-- The data follows --
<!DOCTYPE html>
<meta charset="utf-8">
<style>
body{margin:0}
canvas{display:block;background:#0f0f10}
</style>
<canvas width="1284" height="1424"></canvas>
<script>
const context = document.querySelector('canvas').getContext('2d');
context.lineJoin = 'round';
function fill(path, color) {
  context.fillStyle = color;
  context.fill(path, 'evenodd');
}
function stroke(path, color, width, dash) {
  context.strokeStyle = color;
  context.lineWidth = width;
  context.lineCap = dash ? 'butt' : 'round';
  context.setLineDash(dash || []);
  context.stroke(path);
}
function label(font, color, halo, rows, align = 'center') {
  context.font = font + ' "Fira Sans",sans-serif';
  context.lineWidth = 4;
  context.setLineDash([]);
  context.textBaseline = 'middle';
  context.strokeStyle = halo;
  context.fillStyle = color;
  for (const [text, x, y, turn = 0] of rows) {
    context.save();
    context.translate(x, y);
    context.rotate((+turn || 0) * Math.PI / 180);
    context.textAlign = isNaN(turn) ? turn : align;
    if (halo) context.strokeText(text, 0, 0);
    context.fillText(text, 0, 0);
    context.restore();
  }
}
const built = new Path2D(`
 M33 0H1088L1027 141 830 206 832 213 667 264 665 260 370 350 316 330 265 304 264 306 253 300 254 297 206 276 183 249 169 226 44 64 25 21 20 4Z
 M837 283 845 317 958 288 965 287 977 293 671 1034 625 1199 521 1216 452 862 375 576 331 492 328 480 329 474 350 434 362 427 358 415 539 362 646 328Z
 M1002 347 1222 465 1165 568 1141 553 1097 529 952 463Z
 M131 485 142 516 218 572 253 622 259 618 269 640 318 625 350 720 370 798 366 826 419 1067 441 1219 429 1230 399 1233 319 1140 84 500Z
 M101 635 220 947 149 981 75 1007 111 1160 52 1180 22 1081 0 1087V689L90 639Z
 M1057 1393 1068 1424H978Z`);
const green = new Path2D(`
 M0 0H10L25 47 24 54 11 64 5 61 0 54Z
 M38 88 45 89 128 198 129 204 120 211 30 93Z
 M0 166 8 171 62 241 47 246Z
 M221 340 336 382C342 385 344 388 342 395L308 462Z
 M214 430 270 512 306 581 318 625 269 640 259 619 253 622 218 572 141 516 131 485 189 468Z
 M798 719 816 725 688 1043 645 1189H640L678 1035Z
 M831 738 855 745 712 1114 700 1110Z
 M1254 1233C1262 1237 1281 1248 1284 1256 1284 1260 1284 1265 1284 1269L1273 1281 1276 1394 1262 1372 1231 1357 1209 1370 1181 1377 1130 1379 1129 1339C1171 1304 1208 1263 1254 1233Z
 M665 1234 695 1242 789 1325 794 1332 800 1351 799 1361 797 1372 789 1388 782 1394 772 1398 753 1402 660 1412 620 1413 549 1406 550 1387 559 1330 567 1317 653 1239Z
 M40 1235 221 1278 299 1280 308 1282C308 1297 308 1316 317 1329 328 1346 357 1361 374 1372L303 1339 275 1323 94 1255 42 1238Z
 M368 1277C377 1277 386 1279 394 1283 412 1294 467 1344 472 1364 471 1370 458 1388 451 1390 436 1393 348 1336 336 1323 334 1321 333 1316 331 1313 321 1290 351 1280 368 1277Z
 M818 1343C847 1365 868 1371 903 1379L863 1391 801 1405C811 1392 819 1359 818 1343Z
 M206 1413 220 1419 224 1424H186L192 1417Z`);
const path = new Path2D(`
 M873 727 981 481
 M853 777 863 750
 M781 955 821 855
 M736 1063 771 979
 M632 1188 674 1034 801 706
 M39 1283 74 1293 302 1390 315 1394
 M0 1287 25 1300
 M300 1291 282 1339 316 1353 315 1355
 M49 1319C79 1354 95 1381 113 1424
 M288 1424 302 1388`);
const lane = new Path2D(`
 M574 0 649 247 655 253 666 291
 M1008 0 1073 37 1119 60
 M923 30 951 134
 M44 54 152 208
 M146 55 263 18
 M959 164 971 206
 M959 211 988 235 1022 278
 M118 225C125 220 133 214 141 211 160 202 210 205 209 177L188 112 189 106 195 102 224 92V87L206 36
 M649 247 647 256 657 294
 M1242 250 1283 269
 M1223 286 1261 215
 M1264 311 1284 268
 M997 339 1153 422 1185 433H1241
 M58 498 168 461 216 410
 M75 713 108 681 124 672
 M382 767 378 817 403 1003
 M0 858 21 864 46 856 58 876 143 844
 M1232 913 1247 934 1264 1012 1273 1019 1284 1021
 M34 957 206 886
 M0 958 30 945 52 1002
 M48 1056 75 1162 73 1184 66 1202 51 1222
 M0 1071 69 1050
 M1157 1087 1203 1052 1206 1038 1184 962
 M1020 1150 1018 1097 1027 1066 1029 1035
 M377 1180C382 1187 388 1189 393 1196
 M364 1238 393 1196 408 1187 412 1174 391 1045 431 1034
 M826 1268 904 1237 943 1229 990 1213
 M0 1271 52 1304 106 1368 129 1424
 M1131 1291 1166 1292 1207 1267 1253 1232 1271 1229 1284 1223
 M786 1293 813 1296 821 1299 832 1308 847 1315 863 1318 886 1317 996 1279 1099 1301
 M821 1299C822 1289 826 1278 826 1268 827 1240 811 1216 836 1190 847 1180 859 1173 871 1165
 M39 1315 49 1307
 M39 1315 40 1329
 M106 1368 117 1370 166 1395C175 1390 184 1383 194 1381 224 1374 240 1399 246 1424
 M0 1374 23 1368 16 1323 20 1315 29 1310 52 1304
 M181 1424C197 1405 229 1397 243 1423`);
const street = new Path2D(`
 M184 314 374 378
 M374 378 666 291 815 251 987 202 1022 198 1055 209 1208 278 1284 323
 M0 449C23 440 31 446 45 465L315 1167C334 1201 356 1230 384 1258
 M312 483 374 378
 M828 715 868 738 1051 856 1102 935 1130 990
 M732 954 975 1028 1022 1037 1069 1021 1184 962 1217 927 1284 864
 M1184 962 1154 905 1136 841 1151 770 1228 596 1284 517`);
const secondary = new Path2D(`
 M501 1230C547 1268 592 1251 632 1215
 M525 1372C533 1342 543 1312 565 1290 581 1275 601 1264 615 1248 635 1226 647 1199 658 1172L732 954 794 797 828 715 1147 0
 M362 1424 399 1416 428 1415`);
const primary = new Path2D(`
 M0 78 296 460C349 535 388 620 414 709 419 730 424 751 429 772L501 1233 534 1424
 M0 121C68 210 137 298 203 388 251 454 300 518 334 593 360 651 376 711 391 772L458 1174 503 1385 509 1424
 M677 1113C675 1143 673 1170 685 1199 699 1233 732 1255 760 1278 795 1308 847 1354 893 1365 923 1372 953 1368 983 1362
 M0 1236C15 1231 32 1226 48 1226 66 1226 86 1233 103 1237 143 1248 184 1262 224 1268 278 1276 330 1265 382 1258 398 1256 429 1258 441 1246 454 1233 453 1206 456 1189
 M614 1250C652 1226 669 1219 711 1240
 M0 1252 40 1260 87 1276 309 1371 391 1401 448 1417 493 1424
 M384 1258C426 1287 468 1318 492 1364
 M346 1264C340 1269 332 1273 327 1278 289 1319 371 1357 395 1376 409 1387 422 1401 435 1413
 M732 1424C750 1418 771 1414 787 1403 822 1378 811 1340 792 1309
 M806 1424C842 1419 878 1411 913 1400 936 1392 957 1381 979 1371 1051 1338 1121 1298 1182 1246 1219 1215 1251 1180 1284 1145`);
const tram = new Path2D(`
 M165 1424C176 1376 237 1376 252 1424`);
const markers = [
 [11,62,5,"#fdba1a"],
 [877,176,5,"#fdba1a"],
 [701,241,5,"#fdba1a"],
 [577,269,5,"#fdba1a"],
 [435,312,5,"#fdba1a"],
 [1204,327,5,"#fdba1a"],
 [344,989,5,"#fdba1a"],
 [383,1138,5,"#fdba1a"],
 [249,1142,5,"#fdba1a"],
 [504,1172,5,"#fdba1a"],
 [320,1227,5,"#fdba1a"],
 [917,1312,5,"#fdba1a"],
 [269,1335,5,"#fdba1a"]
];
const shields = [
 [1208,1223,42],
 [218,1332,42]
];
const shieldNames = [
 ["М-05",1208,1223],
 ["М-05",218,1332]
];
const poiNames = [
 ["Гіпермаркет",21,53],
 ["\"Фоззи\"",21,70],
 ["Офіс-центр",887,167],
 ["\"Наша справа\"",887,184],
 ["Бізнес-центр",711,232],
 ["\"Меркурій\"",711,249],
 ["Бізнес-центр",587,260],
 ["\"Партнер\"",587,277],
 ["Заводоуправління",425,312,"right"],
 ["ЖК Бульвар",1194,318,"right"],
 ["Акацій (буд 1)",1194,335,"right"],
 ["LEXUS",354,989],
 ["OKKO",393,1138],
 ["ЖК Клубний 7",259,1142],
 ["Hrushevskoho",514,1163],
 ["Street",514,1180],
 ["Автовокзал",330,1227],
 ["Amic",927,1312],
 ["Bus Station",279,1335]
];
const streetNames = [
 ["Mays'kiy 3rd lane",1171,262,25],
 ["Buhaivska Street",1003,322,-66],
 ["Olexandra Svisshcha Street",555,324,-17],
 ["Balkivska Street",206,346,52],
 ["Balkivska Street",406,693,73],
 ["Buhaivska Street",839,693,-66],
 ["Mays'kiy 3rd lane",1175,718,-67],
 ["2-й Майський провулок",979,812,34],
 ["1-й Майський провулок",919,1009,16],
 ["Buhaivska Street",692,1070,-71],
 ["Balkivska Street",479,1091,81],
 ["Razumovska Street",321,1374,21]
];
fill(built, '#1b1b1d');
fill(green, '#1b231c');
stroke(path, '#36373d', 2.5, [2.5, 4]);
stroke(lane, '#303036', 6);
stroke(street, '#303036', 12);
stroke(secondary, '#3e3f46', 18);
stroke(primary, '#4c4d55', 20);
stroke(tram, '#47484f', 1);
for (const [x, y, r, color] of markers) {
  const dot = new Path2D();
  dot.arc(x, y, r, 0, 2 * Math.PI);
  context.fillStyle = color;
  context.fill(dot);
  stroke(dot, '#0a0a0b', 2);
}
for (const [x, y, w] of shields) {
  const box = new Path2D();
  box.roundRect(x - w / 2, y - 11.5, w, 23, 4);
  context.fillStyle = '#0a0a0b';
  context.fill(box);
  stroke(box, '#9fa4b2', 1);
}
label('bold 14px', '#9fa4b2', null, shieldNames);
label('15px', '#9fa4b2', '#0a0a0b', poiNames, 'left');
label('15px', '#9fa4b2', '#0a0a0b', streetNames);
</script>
-- The data concluded --
Task details
For this exercise, repeat exactly the lines of the data above from the one with "context.translate(x, y);" down to the one with "M1254 1233C1262 1237", both end lines included.

Completed task
    context.translate(x, y);
    context.rotate((+turn || 0) * Math.PI / 180);
    context.textAlign = isNaN(turn) ? turn : align;
    if (halo) context.strokeText(text, 0, 0);
    context.fillText(text, 0, 0);
    context.restore();
  }
}
const built = new Path2D(`
 M33 0H1088L1027 141 830 206 832 213 667 264 665 260 370 350 316 330 265 304 264 306 253 300 254 297 206 276 183 249 169 226 44 64 25 21 20 4Z
 M837 283 845 317 958 288 965 287 977 293 671 1034 625 1199 521 1216 452 862 375 576 331 492 328 480 329 474 350 434 362 427 358 415 539 362 646 328Z
 M1002 347 1222 465 1165 568 1141 553 1097 529 952 463Z
 M131 485 142 516 218 572 253 622 259 618 269 640 318 625 350 720 370 798 366 826 419 1067 441 1219 429 1230 399 1233 319 1140 84 500Z
 M101 635 220 947 149 981 75 1007 111 1160 52 1180 22 1081 0 1087V689L90 639Z
 M1057 1393 1068 1424H978Z`);
const green = new Path2D(`
 M0 0H10L25 47 24 54 11 64 5 61 0 54Z
 M38 88 45 89 128 198 129 204 120 211 30 93Z
 M0 166 8 171 62 241 47 246Z
 M221 340 336 382C342 385 344 388 342 395L308 462Z
 M214 430 270 512 306 581 318 625 269 640 259 619 253 622 218 572 141 516 131 485 189 468Z
 M798 719 816 725 688 1043 645 1189H640L678 1035Z
 M831 738 855 745 712 1114 700 1110Z
 M1254 1233C1262 1237 1281 1248 1284 1256 1284 1260 1284 1265 1284 1269L1273 1281 1276 1394 1262 1372 1231 1357 1209 1370 1181 1377 1130 1379 1129 1339C1171 1304 1208 1263 1254 1233Z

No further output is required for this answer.